Assise dans son fauteuil, la vieille dame regarde longuement la photo encadrée qu’elle tient entre les mains, puis soupire : "Vous voyez comme il était gentil, à cette époque-là ?" Celui dont elle parle, c’est son fils. La photo à présent délavée le montre lorsqu’il avait trois ans, bambin souriant sur les genoux de sa maman. Le gamin a aujourd’hui soixante ans, mais est resté "le p’tit" pour elle, qui soupire à nouveau : "Il vient me voir toutes les semaines, mais ce n’est plus la même chose, ce n’est plus mon petit garçon. Comme avant..."
Que dire à un coeur qui porte, fichée en lui, l’épine douloureuse d’un souvenir, c’est-à-dire une image à jamais insaisissable ? La mémoire est, comme la langue et quelques autres attributs humains, la meilleure et la pire des choses.

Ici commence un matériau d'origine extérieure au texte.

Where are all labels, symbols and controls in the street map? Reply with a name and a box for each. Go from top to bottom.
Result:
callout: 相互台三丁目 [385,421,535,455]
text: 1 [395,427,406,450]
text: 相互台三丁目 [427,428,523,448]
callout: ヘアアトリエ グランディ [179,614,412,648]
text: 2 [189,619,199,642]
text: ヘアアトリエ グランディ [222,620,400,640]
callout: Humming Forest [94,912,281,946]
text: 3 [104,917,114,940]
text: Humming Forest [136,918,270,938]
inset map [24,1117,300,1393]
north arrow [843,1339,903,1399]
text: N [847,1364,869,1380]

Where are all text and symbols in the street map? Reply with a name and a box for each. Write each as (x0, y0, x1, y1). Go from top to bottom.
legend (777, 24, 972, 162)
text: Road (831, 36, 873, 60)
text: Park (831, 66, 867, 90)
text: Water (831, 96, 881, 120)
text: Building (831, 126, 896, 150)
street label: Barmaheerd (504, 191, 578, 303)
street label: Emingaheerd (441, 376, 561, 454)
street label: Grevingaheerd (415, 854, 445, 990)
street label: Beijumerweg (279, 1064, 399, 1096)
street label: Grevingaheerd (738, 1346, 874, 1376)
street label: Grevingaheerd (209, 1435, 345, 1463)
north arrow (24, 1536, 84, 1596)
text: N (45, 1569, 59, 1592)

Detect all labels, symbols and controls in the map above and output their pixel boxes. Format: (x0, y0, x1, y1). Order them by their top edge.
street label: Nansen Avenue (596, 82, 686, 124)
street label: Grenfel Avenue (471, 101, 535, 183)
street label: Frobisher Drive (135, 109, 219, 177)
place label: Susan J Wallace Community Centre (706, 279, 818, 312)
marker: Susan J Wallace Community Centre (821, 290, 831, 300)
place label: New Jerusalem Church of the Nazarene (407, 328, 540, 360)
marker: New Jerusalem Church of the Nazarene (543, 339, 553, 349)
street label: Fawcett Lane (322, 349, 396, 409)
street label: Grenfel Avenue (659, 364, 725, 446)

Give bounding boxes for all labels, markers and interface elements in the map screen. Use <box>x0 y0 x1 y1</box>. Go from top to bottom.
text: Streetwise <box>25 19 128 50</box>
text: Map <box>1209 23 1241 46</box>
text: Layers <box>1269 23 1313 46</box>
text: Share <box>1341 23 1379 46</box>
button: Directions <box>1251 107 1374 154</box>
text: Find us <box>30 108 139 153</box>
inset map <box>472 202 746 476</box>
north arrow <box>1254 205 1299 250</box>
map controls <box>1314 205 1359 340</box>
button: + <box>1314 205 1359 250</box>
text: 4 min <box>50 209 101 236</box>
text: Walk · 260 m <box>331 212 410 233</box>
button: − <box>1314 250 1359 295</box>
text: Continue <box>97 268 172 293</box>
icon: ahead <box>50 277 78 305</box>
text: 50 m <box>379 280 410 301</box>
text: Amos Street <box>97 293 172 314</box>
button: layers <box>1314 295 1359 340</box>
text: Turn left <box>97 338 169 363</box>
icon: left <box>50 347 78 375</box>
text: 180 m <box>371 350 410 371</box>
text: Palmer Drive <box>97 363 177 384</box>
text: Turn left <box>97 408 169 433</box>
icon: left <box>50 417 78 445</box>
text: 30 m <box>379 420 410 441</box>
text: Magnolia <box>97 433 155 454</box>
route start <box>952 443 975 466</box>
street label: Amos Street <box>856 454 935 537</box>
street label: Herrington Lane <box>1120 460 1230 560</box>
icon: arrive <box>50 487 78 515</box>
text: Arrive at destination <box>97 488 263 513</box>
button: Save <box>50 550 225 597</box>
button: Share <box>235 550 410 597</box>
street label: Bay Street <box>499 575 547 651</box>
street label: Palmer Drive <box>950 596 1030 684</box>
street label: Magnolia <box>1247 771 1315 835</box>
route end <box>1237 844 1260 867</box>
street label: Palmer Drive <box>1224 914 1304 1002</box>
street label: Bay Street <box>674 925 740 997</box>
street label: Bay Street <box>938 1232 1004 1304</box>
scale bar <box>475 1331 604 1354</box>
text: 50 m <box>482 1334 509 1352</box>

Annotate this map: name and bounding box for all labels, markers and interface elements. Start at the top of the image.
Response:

La meilleure, car elle nous construit, nous éduque, nous offre expérience et recul afin de ne pas répéter indéfiniment les mêmes erreurs. Le pire aussi, lorsqu’elle se fige et se transforme en une sorte de boulet qui nous interdit d’avancer. Comme si, en nous autorisant à écrire la suite de notre histoire, nous trahissions des instants sans doute infiniment heureux, mais qui ne sont jamais le point final du livre. Ce qu’on appelle le "processus de deuil", c’est bien cela : consentir à ce que les choses et - surtout - les êtres sont de passage dans notre vie, et que le passage, par définition, est mouvement, déplacement, arrachement d’un point pour aller vers un autre.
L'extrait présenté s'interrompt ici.